Neurostimulation relieves only neuropathic pain; other types of pain (such as dental, intestinal, periodic, acute injuries, etc.) will remain so that the body can properly cope with external and internal factors.
Rice. 1.Patient remote control (St. Jude Medical Inc.) - a device with which the patient regulates stimulation within the limits specified by the doctor
Rice. 2. Pulse generator. Implanted into a subcutaneous pocket. The smallest stimulator (Eonmini St. Jude Medical Inc.) is only 10 mm thick
Rice. 3. Electrodes for implantation into the epidural space (St Jude Medical Inc.)
The operation to implant the system is usually carried out in two stages:
1. At the test stage, it allows the doctor, together with the patient, to evaluate the result of therapy and understand whether this method helps him. Test implantation is an operation under local anesthesia, when a neurosurgeon, spinal surgeon or anesthesiologist installs a special test electrode through a Tuohy needle at the appropriate spinal level, guided by a somatotopic map. In operated spine syndrome, as a rule, this is the Th11-L1 level. Next, the electrode is connected to an external device, and a neurologist or clinical engineer from the manufacturer begins stimulation, checking that the stimulation (paresthesia) covers the entire pain area. If not, then under X-ray control the surgeon corrects the location of the electrode contacts. The test period can last from 2–3 to 7 days. At this time, the patient and doctor decide whether to install a permanent system;
2. Implantation of a permanent system, when the surgeon chooses which electrode is best for the patient. This depends on the nature of the pain: if it is more complex, you can install an electrode with a large number of contacts; if pain is more localized, you can again implant a cylindrical electrode along the needle, then tunnel it to the pulse generator. Modern models of generators are completely invisible under clothing. For example, the smallest stimulator is only 10 mm thick (Eonmini™ from St. Jude Medical Inc.).

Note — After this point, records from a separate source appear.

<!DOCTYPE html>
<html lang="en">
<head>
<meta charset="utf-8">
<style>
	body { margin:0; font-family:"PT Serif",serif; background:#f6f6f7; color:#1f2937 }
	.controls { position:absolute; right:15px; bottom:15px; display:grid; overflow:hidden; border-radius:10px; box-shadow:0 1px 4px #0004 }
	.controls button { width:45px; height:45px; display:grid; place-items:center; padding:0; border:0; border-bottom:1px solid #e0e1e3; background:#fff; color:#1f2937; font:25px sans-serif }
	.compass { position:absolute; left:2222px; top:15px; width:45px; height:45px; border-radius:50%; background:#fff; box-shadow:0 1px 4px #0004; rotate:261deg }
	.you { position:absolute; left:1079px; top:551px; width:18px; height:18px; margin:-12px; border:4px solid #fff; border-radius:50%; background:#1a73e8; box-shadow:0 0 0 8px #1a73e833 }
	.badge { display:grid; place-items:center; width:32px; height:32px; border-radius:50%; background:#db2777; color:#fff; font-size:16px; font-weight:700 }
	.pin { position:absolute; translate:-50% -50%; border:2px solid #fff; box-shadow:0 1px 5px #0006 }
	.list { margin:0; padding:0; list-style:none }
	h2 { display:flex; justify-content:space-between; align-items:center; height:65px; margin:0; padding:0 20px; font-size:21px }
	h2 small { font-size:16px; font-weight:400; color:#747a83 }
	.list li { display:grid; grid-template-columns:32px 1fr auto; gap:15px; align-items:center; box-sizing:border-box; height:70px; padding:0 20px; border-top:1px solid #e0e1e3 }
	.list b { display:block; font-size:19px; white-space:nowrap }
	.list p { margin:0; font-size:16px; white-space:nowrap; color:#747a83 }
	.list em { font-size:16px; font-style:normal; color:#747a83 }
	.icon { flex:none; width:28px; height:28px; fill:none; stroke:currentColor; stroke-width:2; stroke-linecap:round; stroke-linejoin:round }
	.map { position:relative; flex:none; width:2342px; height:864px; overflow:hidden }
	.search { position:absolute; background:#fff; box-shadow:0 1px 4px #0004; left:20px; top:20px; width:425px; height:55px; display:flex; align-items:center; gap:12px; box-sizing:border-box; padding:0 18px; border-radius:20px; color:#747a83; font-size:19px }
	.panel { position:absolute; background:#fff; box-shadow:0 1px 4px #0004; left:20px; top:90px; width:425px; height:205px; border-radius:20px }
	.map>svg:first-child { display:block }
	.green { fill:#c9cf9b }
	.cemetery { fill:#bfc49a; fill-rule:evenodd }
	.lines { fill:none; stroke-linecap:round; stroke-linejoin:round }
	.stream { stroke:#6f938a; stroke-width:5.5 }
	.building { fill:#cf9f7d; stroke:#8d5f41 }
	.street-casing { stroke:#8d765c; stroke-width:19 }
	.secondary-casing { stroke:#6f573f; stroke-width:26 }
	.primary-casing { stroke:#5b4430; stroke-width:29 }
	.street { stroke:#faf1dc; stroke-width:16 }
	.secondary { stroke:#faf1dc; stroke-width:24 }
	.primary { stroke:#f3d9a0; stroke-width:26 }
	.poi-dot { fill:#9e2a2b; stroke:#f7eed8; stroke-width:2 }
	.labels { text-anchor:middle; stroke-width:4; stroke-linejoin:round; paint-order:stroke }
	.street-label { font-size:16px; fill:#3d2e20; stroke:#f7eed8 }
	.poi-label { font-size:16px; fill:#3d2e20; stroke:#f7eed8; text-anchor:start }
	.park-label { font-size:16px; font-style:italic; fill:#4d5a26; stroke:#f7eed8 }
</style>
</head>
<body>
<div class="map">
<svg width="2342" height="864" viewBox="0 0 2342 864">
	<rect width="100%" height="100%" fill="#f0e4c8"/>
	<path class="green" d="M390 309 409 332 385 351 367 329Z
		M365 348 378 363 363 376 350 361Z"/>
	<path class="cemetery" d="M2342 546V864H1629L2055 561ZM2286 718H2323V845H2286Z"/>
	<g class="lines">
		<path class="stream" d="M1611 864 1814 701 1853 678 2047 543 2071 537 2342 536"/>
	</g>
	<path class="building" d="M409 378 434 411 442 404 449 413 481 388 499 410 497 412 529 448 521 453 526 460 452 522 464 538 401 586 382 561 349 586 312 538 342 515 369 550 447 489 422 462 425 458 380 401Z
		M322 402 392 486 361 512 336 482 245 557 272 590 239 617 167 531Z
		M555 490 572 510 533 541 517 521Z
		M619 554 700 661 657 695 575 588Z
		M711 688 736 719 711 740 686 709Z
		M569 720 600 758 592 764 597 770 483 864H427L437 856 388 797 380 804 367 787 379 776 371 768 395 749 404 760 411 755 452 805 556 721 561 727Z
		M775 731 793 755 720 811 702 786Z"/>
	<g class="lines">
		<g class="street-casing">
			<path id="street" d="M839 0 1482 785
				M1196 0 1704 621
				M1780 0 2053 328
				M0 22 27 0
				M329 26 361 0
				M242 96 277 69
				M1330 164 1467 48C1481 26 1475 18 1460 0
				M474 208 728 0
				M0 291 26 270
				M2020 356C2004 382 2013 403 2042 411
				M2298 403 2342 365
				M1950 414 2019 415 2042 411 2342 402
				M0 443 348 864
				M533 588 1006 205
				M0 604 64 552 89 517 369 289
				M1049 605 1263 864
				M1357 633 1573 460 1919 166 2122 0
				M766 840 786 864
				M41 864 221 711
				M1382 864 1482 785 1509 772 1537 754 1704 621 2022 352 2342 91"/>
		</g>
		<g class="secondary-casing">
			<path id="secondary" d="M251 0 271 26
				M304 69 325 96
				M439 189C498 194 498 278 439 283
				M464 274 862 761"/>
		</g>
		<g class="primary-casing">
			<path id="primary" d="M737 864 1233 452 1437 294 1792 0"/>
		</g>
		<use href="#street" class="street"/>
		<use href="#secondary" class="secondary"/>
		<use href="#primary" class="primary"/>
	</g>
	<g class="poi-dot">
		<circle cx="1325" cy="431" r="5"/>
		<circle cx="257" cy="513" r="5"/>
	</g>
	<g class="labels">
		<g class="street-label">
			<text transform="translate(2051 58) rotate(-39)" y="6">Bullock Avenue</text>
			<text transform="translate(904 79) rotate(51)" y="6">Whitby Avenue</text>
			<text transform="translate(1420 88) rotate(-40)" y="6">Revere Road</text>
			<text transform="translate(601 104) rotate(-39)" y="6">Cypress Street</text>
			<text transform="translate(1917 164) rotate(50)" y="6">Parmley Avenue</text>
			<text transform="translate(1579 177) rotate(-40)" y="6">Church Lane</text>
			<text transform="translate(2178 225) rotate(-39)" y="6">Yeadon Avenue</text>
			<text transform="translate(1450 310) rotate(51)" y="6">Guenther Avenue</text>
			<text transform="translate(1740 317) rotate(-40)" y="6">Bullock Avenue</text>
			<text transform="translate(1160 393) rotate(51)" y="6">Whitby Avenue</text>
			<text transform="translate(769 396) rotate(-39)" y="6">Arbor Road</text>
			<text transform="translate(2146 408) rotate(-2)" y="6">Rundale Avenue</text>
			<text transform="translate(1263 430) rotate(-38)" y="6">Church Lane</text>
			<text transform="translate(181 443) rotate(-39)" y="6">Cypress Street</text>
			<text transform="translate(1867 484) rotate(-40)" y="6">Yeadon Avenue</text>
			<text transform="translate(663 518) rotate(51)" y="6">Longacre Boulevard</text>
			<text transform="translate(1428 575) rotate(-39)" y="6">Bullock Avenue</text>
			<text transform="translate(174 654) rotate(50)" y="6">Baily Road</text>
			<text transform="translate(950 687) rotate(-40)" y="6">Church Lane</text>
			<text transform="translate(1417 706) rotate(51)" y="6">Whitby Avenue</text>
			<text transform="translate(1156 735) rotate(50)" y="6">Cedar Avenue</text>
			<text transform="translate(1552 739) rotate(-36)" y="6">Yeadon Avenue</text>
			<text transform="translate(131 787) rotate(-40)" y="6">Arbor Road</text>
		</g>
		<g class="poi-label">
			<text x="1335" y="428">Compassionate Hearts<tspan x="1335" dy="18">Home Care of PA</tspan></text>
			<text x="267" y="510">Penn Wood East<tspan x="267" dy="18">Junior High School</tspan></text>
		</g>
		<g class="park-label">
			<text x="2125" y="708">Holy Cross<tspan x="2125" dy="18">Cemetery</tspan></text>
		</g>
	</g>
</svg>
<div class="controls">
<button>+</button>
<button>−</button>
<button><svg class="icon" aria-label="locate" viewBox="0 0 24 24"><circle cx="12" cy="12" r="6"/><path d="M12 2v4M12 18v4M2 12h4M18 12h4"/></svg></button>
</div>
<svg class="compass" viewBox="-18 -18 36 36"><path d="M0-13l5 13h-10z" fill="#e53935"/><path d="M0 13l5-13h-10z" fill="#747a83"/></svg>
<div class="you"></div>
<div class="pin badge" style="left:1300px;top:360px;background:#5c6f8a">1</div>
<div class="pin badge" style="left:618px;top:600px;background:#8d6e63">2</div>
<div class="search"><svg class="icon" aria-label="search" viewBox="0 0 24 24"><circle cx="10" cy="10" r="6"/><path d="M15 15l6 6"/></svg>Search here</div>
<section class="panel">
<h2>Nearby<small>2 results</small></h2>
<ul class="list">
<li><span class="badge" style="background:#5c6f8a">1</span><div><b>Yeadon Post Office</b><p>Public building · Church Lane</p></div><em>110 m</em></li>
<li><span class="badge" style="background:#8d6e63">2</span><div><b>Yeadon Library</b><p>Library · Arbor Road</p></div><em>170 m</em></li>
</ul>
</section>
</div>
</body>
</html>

Rice. 4. Doctor’s programmer – a computer on which the doctor sets all stimulation parameters: frequency, pulse width, step size and therapeutic window of stimulation intensity
The main benefits of neuromodulation include:
- neurostimulation is a minimally invasive modern method of treating chronic back pain;
- absence of destruction of nervous tissue;
- complete reversibility of the effect;
- treatment correction is non-invasive (invasive correction may include changing the position of the electrode);
- efficiency-cost ratio. The generator can operate for 10 years or longer (rechargeable models); the patient significantly reduces or completely stops taking medications; the number of days in hospital is reduced.
- and most importantly, the quality of life improves!